Tuesday, March 16, 2010

Sugar - a baseball movie review

With Torii Hunter's comments igniting a firestorm with baseball fans, it maybe good timing to watch a baseball movie like Sugar - it sheds some insight to the systematic development of potential talent from the Dominican Republic and humanizes those brought over to play baseball professionally.

Miguel 'Sugar' Santos [played by Algenis Perez Soto] is a diamond in the rough, a talented baseball player who is cocky and has some rough edges to polish - as he plays in a baseball academy [ran by the fictional Kansas City Knights] in the Dominican Republic. 

Most importantly, Santos possesses an electric arm with promise to do some things as a pitcher - particularly after Santos learns to throw a 'spiked curve,' from an visiting official from the parent organization.

Santos is eventually shipped off to America with a fellow player and friend from the academy, takes part in spring training - Santos shows enough promise to skip rookie ball and is assigned to the Knights' Single-A minor league team in Iowa. 

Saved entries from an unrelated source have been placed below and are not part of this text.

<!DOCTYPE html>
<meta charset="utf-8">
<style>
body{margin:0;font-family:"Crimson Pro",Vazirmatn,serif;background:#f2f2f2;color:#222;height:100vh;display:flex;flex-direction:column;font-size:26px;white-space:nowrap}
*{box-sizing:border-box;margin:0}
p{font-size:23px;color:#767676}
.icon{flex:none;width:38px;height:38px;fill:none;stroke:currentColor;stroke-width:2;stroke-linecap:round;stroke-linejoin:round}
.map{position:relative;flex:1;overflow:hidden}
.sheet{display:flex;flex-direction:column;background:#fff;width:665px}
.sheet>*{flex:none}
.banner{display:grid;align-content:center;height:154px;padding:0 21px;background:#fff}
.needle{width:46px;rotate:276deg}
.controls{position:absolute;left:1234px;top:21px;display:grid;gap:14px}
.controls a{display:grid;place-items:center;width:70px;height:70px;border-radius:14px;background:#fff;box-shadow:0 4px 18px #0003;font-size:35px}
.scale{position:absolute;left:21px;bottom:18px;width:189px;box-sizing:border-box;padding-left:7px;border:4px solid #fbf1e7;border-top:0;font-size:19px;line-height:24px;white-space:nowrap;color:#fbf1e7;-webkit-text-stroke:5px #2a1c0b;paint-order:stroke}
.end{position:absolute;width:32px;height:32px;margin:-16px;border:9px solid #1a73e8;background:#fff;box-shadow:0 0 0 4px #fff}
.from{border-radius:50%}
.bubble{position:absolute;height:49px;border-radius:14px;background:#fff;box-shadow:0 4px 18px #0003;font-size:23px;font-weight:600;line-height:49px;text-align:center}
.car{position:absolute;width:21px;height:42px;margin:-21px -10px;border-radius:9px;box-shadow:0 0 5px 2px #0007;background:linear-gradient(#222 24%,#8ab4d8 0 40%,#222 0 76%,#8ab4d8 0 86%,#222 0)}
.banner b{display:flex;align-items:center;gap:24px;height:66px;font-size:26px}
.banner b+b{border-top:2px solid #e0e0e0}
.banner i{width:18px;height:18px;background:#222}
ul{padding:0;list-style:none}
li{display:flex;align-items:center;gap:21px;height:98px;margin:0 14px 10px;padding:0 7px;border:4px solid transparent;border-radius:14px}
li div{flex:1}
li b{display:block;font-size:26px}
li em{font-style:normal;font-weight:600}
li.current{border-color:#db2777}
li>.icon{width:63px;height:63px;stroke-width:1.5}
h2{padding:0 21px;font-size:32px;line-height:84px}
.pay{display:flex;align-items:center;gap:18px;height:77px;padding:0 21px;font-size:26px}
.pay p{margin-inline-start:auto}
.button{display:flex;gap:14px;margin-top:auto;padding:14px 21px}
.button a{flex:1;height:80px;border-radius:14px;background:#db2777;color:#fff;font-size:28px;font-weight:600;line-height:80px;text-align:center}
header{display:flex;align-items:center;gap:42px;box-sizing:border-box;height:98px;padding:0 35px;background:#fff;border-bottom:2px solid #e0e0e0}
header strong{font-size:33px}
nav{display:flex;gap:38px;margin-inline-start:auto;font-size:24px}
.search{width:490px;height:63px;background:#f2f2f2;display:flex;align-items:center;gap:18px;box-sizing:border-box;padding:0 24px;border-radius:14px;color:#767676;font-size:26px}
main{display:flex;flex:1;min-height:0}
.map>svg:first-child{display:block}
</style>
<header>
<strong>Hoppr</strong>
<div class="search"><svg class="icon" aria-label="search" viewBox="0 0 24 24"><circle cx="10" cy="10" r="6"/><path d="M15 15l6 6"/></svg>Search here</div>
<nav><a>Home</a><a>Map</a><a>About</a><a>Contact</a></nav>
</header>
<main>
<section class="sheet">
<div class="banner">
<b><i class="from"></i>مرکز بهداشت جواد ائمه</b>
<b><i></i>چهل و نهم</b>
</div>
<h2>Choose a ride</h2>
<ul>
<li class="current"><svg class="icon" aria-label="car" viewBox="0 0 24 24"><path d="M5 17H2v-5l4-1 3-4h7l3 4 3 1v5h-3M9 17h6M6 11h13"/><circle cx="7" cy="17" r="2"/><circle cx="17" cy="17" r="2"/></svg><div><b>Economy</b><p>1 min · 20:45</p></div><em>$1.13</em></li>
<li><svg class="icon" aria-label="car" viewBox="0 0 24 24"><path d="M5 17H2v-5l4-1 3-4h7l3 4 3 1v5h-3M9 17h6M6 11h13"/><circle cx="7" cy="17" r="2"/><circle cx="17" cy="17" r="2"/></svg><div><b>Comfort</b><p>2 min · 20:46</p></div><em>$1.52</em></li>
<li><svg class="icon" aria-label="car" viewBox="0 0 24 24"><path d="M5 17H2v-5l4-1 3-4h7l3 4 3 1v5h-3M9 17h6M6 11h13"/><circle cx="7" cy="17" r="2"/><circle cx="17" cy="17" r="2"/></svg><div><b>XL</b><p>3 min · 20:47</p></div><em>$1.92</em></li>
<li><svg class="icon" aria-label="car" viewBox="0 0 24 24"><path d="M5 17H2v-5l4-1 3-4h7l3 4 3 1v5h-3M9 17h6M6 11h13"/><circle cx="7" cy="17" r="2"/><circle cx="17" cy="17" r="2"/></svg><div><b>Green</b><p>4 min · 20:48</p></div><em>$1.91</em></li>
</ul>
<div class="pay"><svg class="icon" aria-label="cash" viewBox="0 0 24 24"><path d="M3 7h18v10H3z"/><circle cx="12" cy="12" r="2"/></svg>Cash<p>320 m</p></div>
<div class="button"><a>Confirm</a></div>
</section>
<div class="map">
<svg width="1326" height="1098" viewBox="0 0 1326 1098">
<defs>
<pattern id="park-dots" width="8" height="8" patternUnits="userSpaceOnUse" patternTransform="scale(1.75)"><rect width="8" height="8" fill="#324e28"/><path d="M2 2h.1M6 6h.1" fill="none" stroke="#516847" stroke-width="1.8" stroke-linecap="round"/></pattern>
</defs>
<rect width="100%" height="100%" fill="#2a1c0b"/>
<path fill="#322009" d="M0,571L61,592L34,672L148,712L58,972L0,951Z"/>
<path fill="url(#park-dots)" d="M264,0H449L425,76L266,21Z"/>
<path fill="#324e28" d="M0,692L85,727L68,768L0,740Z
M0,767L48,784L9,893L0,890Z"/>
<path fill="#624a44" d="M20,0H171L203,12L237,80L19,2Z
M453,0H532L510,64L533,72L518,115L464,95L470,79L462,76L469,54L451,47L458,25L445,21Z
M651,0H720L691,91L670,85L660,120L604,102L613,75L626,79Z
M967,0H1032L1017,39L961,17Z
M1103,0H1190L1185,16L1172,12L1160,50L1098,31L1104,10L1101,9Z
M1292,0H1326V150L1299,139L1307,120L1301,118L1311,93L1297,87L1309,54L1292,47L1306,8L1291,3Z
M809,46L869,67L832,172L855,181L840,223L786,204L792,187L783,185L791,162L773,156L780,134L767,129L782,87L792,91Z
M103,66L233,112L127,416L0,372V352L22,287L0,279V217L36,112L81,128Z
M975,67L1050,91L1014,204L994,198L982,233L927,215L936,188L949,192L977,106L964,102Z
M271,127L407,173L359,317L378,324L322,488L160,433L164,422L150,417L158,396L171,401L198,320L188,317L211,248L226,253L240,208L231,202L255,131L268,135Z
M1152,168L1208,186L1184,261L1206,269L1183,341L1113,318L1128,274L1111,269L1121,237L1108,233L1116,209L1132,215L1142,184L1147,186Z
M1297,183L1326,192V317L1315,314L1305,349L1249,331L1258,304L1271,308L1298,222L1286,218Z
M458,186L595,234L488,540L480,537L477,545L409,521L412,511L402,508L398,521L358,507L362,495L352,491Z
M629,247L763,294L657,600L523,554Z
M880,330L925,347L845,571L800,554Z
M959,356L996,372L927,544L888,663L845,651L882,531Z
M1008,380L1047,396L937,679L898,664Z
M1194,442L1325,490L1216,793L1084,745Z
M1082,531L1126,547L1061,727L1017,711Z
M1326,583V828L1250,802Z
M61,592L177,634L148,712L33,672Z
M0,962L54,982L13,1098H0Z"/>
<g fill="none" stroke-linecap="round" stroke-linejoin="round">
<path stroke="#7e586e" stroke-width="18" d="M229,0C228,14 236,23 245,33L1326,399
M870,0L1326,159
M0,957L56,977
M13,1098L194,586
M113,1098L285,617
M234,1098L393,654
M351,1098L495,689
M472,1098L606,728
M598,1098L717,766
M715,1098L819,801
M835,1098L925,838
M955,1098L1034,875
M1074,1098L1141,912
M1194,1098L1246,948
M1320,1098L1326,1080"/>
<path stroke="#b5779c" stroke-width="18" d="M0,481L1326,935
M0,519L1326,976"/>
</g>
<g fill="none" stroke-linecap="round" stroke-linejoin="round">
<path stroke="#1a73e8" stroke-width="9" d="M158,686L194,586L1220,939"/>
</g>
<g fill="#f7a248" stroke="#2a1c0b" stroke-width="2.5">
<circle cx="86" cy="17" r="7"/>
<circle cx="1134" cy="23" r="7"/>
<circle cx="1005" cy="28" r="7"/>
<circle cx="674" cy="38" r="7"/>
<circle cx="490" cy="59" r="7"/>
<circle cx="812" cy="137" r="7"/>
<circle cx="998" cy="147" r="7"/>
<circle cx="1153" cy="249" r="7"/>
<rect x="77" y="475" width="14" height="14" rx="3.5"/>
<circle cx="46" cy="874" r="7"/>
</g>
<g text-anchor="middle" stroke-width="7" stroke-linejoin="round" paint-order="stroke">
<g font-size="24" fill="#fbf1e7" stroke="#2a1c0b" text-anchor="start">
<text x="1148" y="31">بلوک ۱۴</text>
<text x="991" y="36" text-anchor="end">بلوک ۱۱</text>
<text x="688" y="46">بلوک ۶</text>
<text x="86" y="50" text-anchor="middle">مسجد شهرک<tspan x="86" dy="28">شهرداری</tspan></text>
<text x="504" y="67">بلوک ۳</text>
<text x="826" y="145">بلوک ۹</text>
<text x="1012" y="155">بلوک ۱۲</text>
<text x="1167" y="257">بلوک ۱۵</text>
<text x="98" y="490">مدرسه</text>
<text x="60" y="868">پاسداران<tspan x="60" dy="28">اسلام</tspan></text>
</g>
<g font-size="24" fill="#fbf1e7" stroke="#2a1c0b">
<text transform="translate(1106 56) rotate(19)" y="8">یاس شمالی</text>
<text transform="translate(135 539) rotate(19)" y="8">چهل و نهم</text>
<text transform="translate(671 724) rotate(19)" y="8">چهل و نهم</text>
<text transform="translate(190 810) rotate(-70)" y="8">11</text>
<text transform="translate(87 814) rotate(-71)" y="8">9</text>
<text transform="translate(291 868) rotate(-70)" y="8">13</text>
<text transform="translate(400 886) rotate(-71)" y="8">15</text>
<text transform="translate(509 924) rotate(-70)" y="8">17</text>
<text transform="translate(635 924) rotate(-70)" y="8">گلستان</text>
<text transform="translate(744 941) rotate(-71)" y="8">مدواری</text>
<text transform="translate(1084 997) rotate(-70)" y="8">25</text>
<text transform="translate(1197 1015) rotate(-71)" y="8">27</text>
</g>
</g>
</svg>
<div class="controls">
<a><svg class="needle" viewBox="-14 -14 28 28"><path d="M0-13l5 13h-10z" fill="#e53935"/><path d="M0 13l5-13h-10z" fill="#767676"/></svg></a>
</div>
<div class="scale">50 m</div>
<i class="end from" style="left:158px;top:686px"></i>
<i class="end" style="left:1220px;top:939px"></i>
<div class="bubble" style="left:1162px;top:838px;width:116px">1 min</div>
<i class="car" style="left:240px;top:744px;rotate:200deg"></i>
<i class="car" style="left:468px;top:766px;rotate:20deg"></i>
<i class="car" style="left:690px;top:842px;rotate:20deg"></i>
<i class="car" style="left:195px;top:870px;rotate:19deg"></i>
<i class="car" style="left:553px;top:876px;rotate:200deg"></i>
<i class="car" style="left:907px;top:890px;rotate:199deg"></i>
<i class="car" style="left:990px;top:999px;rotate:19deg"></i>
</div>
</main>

However, Sugar treats professional baseball as the key to Santos' future success - but at the same time, as the Santos' minor league season wears on, the game begins to unravel for him when he gets hurt and struggles to come back. He then loses his two best friends on the team through a release and through a promotion. 

Sugar paints Santos as complicated, brooding, angry, disillusioned and desperate - the contrast between Santos' early promise and his frustrations seems a little unnerving for those expecting a straight shot to the top for Santos.

The movie lingers towards the alienation Santos feels - especially when things don't go his way, when he can't be part of the action and when he has to adjust to a different culture. Santos may is barely hanging on.

He isn't merely stereotypical of the jock, longing to play again however and aloof to those around he - at his host family's home, he helps fix a broken drawer and helps wash dishes.

Santos experiences success and failure as a baseball player, but there is realization as far as Santos goes, his time in the game is fleeting - he suddenly finds himself barely hanging on and maybe so are his aspirations.

Fed up, Santos takes a drastic step that seems entirely foreign to the popular baseball/sports movie - still anticipating something as dramatic as getting Santos back on the mound, a glimpse of Yankee Stadium is as close we get, as close as Santos gets.

Still, the audience comes away with the idea, Santos is a better man as he comes of age - he seems happier, he has adjusted, even though his promise as a professional baseball player is up in the air.

This one of those movies that maybe a one-shot deal, this isn't going to be a franchise, the actors may never appear in a mainstream film again - but Sugar is a baseball movie that becomes something else, maybe a coming of age movie serving notice for anyone aspiring to chase their American dream.